In [1]:
# Installation of nltk
# pip install nltk

### Text Preprocessing
Following code can be used for text preprocessing useful for various NLP applications.

First we need to import nltk

For a given text, we can do sentence tokenization and word tokenization using nltk library functions.
We can remove the punctuations using string library.

We can then remove stop words in English to get the important words in the text.

We also perform stemming and lemmatization. Stemming and Lemmatization are two different techniques that help reduce our data space.
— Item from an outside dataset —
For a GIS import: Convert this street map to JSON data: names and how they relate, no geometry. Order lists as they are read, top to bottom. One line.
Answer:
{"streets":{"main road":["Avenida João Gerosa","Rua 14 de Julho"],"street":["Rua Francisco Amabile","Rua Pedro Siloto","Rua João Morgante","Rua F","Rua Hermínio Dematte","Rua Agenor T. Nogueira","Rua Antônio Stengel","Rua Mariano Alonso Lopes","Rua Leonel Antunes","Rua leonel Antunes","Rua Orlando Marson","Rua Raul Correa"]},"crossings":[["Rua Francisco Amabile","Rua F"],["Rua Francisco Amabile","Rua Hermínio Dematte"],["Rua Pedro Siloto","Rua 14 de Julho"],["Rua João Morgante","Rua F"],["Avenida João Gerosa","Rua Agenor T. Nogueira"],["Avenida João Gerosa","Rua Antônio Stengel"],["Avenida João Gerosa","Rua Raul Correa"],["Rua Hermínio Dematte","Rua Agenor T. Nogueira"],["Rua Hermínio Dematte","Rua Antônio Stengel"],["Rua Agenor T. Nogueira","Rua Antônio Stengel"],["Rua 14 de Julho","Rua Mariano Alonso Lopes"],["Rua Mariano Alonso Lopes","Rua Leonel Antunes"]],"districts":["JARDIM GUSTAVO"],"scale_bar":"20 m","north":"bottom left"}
We don’t need to check every single form of a word for reducing the size of the big data corpus.

In [2]:
#import nltk library for using its different functions
import nltk
import string
import re
nltk.download('punkt')
nltk.download('stopwords')
nltk.download('wordnet')
nltk.download('omw-1.4')
nltk.download('averaged_perceptron_tagger')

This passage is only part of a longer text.